Well, bless my little rhetorical socks – we now have an answer! The answer is “Yes, absolutely”, and it is delivered in the form of The Ultimatum: Marry or Move On. In this 10-part bin fire, the Lacheys introduce us to what is claimed to be six couples, but by my instantly anxious and fevered count, number at least 302, who have in common the fact that one of each pair wants the other to put a ring on it or else call a halt to their relationship. Shit or Get Off the Pot would have been a better title, but, alas, the US still clings in the strangest ways to its Puritan past, so to marry or move on is the decorous choice presented.
I cannot possibly be expected to remember 604 – or indeed 12 – contestant names at my time of life, especially when they are all entirely interchangeable, so, instead, I have labelled them blonks 1-6A/B (the men) and blermps 1-6A/B (the women. Homosexuality has not yet entered the Lacheyean universe, although they have promised a second season with an LGBT cast). “A” denotes blondness, “B” denotes not-blondness and that is literally everything covered that matters in this show.

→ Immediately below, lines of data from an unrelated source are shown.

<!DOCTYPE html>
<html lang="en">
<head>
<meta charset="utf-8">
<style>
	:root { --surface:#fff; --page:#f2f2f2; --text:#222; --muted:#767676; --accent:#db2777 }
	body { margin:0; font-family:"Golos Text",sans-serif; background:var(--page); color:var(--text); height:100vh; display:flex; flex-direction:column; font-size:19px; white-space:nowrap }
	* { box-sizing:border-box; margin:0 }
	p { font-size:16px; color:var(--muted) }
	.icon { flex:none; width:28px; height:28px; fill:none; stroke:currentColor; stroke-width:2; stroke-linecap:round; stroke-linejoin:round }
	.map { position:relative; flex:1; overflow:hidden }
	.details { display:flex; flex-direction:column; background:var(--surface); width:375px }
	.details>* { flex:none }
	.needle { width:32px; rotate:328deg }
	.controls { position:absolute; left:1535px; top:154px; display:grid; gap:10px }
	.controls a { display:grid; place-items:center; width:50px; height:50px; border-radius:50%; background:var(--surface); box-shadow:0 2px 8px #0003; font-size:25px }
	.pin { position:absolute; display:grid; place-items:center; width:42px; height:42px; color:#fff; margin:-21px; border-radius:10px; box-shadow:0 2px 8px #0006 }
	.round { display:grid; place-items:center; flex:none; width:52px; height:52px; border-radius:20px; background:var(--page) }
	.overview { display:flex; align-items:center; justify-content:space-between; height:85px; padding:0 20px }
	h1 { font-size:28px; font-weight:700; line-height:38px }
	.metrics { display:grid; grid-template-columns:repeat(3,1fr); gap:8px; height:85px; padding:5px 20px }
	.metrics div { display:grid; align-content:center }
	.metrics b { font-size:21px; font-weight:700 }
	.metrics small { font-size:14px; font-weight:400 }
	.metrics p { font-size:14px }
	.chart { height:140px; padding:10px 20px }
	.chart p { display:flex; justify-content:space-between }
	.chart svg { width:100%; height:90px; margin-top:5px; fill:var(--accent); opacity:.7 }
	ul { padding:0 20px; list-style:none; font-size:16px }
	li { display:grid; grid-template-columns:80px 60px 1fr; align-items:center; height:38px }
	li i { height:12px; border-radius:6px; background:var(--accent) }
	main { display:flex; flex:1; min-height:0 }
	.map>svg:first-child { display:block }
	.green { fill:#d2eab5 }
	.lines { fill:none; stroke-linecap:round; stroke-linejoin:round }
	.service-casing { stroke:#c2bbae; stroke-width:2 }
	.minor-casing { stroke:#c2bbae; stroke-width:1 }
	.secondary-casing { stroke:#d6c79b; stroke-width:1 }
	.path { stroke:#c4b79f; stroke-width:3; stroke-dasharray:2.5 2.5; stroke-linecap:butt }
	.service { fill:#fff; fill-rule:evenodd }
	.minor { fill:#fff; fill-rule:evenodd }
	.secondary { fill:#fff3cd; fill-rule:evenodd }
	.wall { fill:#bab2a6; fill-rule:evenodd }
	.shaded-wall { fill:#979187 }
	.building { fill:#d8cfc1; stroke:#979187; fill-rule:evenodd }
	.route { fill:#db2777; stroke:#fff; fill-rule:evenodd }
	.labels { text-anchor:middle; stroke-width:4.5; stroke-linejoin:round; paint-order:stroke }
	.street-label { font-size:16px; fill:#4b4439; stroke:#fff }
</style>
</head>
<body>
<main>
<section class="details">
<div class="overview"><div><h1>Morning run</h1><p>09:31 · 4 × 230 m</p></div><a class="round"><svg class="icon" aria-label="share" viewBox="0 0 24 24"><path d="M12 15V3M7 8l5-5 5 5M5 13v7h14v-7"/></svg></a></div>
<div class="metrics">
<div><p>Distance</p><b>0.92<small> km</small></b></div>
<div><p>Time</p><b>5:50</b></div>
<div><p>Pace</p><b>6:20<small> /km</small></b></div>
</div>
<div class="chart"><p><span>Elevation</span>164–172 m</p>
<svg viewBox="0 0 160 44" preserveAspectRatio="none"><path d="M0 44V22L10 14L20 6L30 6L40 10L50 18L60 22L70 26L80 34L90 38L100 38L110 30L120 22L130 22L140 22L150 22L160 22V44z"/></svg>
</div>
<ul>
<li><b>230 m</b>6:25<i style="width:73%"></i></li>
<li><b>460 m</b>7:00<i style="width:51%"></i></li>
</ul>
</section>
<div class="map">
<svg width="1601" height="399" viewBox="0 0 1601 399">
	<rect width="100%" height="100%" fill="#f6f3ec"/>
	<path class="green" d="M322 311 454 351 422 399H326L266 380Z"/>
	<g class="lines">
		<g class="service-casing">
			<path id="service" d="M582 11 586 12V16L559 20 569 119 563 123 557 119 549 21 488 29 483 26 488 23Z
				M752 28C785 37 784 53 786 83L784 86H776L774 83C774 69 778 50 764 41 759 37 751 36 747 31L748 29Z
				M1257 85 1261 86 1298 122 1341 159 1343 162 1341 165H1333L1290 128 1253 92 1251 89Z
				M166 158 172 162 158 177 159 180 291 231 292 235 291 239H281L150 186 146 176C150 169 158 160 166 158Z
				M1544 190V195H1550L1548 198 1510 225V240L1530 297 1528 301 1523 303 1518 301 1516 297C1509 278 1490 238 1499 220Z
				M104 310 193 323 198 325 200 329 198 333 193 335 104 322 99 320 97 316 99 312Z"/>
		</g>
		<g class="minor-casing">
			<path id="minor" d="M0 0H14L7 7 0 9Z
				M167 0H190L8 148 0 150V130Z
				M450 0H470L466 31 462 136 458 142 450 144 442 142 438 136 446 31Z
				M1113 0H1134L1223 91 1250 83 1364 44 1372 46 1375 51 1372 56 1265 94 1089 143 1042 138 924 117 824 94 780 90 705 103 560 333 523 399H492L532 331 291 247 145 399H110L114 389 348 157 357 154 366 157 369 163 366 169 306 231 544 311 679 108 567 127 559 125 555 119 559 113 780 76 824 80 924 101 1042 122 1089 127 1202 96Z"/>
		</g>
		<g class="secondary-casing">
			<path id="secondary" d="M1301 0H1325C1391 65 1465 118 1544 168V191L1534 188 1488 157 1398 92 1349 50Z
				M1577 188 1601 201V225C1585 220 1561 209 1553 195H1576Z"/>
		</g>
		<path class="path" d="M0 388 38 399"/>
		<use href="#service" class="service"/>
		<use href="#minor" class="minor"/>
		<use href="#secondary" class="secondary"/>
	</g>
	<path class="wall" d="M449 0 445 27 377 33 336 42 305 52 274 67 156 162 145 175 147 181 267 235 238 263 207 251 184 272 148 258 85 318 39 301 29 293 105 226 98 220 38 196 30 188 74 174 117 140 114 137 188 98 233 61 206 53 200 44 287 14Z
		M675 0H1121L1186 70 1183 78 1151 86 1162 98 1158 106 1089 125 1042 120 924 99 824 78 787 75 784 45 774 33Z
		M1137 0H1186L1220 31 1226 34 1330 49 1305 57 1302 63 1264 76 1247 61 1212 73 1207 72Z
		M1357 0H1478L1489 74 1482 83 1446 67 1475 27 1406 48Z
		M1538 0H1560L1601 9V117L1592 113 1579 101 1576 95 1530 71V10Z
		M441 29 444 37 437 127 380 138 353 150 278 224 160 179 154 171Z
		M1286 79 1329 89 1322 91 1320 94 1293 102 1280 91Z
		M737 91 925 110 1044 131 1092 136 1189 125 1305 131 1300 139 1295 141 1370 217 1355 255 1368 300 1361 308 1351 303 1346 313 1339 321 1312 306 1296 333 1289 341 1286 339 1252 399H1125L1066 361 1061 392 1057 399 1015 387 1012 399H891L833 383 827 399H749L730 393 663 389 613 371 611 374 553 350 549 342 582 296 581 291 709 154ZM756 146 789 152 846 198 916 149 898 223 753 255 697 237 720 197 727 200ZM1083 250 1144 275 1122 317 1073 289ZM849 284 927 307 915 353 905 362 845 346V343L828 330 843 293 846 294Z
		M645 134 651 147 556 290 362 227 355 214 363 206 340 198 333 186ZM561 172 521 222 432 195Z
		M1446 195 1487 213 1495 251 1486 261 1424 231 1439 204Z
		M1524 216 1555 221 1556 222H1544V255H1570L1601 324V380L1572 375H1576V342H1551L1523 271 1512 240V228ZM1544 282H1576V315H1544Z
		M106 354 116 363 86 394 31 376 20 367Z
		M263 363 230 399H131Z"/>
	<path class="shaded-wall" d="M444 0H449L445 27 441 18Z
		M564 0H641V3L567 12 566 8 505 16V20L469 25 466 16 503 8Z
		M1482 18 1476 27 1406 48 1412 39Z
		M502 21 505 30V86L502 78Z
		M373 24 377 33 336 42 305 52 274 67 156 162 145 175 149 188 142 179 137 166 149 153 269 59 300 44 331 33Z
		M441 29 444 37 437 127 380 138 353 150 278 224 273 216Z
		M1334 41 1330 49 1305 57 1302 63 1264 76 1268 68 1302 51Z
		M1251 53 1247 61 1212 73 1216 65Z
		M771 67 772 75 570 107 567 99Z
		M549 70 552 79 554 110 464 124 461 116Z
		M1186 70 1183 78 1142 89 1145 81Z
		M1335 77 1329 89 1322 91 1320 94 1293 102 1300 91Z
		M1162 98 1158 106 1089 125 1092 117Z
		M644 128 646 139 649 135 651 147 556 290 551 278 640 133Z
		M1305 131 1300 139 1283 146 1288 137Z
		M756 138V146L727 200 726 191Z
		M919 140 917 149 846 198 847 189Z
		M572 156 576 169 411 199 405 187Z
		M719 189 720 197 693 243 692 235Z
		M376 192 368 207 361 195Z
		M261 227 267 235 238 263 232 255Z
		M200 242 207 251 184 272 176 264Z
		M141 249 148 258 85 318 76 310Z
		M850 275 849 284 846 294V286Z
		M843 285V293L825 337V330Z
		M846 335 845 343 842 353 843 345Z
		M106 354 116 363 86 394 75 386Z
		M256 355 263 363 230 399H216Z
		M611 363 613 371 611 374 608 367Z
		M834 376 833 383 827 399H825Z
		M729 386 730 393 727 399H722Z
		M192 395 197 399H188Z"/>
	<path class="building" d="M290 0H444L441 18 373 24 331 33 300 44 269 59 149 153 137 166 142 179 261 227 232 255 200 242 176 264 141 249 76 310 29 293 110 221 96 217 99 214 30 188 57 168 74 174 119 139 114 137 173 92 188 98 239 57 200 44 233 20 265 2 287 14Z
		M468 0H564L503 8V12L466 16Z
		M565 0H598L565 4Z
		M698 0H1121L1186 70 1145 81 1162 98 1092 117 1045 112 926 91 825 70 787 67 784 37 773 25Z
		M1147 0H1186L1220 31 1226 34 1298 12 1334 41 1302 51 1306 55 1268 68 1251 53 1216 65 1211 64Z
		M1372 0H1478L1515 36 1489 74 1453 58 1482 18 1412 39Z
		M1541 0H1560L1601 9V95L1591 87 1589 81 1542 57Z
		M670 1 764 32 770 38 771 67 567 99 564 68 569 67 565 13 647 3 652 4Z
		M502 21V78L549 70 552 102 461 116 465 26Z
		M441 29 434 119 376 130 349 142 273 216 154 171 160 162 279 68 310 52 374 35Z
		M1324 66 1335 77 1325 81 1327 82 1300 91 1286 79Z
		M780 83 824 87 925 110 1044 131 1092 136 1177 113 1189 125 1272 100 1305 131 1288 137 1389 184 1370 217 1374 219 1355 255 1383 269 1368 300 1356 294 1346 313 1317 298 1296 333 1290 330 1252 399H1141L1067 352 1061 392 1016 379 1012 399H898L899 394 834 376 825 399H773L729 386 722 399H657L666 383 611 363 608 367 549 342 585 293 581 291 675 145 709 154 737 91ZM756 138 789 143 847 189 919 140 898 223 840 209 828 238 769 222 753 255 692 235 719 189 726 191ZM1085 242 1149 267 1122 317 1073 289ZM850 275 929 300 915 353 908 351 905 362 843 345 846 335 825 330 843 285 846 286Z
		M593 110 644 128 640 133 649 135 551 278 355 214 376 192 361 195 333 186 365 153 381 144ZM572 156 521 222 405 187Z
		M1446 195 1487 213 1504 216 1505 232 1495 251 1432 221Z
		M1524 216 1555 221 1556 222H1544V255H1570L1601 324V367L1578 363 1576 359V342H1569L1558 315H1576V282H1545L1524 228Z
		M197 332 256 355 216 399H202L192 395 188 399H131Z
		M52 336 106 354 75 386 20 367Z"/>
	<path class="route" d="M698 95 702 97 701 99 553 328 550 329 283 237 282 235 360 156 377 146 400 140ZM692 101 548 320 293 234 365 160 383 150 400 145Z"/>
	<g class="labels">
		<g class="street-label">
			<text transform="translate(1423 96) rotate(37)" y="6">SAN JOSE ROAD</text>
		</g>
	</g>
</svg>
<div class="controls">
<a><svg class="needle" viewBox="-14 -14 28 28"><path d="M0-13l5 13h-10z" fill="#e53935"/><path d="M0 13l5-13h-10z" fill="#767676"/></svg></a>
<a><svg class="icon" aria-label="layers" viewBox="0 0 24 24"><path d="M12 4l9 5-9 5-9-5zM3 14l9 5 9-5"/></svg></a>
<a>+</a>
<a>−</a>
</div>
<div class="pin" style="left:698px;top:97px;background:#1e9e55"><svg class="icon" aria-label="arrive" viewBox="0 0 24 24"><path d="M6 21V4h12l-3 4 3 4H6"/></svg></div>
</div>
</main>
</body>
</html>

To be fair, a couple of the blonks do stand out (Jake for being nine parts puppy and apparently as nice a guy as reality TV has ever unearthed; Colby for being the only male ultimatum-giver and for having Garth Brooks vibes even before he puts on a Stetson in the final episode). One or two of the blermps are also notable: Alexis is a flint-eyed, lantern-jawed blond who wants a ring in return for the cooking, cleaning and laundry she does for her live-in blonk (“Marriage is a financial and emotional transaction”), and April is a quick, funny, genuine charmer of 23 who should no more be wanting to get married than … any quick, funny, charming 23-year-old should.

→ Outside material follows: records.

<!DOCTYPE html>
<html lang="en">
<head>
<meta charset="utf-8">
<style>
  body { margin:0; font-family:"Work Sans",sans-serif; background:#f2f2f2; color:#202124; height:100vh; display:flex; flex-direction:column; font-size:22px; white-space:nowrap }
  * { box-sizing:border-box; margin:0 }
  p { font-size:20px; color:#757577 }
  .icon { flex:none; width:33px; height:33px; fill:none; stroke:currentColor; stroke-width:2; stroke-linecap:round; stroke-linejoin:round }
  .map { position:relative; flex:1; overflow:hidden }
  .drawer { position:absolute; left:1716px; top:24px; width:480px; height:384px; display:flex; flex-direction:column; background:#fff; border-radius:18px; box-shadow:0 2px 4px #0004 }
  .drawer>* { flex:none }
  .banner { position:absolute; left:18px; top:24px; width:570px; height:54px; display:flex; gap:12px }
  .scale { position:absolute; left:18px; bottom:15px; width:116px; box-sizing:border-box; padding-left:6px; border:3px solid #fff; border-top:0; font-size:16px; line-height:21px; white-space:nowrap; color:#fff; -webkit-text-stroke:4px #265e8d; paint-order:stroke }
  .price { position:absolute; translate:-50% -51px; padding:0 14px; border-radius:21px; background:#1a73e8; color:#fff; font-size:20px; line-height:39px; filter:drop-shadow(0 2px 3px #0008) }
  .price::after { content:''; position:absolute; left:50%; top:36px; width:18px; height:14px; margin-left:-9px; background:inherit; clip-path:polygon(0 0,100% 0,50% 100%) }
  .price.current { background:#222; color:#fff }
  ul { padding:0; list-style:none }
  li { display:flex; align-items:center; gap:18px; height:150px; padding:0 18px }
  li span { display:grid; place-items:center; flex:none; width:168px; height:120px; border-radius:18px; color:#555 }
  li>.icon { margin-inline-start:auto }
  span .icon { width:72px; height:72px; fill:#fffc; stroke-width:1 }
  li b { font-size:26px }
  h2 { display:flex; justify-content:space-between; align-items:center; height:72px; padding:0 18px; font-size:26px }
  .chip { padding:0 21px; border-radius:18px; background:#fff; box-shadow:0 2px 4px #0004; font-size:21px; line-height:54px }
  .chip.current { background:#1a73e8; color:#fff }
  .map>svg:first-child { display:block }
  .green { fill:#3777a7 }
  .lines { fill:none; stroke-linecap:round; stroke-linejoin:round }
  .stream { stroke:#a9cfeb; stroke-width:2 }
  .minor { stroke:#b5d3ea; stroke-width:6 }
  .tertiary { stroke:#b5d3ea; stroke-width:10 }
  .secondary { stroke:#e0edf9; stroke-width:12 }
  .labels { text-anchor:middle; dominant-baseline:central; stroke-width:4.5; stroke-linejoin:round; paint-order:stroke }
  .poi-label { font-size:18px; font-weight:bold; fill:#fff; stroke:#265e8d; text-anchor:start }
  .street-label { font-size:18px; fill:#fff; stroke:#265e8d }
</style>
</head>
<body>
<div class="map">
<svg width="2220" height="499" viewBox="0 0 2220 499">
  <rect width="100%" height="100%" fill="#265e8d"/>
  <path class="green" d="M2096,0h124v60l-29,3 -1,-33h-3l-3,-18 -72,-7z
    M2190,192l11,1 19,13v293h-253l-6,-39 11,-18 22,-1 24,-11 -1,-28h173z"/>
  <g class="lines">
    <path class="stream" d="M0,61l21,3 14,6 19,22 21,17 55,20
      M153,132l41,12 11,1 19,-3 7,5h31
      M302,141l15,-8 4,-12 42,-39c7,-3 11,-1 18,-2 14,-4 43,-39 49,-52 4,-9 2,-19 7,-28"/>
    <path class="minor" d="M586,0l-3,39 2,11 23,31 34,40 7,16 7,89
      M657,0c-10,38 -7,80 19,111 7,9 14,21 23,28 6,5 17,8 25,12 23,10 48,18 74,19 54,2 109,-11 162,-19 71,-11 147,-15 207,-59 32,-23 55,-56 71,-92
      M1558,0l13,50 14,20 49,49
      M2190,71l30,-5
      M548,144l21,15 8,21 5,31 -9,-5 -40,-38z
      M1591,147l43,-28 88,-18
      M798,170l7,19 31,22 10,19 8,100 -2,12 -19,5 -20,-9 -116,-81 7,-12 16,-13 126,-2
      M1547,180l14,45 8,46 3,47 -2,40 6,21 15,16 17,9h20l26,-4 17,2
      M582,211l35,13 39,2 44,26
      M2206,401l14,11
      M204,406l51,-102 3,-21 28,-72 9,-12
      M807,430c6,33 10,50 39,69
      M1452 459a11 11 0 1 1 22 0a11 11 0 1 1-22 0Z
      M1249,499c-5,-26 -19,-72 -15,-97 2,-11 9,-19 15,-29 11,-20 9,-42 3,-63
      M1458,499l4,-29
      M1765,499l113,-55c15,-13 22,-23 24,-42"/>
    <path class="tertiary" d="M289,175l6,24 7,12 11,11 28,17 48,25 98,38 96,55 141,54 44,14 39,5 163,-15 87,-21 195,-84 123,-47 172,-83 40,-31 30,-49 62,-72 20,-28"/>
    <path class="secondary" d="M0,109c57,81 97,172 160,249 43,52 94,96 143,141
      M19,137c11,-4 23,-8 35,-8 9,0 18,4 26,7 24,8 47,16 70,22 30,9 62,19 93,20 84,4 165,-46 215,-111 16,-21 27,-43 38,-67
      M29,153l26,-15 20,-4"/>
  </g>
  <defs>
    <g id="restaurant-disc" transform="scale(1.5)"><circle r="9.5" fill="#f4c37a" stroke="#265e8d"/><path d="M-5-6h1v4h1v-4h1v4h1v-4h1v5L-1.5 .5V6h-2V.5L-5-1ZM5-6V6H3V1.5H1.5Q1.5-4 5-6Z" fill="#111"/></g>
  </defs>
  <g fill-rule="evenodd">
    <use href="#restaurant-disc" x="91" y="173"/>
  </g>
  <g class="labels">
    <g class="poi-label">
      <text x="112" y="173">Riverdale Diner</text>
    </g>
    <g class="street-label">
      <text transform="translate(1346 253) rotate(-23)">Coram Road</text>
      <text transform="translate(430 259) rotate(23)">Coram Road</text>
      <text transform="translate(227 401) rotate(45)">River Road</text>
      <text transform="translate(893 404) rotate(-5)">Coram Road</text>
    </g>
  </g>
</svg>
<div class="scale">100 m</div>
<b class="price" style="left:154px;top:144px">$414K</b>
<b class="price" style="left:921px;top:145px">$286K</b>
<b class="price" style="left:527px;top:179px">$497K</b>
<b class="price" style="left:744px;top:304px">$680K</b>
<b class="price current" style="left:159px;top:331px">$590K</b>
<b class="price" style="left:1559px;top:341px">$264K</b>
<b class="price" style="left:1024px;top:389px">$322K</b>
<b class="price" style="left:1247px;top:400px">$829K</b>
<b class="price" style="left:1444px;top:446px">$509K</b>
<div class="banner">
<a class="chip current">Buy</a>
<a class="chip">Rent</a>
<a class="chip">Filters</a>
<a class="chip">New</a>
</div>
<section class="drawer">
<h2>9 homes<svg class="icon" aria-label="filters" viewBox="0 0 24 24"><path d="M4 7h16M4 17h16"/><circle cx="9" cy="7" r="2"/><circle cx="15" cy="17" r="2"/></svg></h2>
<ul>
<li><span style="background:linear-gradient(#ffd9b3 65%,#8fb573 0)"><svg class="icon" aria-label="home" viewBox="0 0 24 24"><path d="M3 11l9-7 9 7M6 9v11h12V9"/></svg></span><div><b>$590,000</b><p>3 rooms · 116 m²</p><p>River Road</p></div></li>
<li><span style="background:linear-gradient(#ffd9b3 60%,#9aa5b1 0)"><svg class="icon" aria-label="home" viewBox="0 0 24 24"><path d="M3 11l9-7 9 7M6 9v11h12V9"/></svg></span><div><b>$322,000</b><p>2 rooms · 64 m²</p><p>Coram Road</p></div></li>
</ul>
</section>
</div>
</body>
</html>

Anyway. The couples are split up and encouraged to lounge round a pool, have dinner, drink cocktails and see if they “spark” with anyone else. Then they choose a new partner to live with for three weeks before returning to their beloved, and deciding whether to shit or – I mean, marry or move on.
This all goes exactly as well, which is to say as badly, as you would expect. Soon, contestants are sobbing, viewers are hoarse from screaming at the screen (the utter fury on Alexis’ face when she chisels out of Colby – during their second drink – that he doesn’t see himself marrying her lives with me still), and the Lachey/Netflix accountants are cracking open the champagne in their toxic lairs. The crack-meth blend is as potent as ever. Within 15 minutes, the lizard part of your brain is hopelessly invested and the higher functions can only pray for the accelerated heat death of the universe before the remaining nine and three quarter hours are up.
It’s absolutely terrible. Morally, obviously, there is literally no justification for deliberately putting temptation in people’s way (I believe it is one of the tenets in fact of quite a few world religions). Creatively, it’s bankrupt. Educationally, intellectually it’s … not. Every other word out of every other mouth suggests we should build a pyre and place feminism atop it, for the battle is surely lost.
But, oh, the entertainment. Oh, the escapism. Oh, the glory of letting hate for this and that blonk, and love for blermp 2A, who looks to be moving towards her rightful place on the arm of new blonk 6B flow untrammelled through you, washing the mental detritus of the day away and leaving you cleansed, empty and ready for the next day’s accrual of cares and woes. It’s shit – but you can’t move on.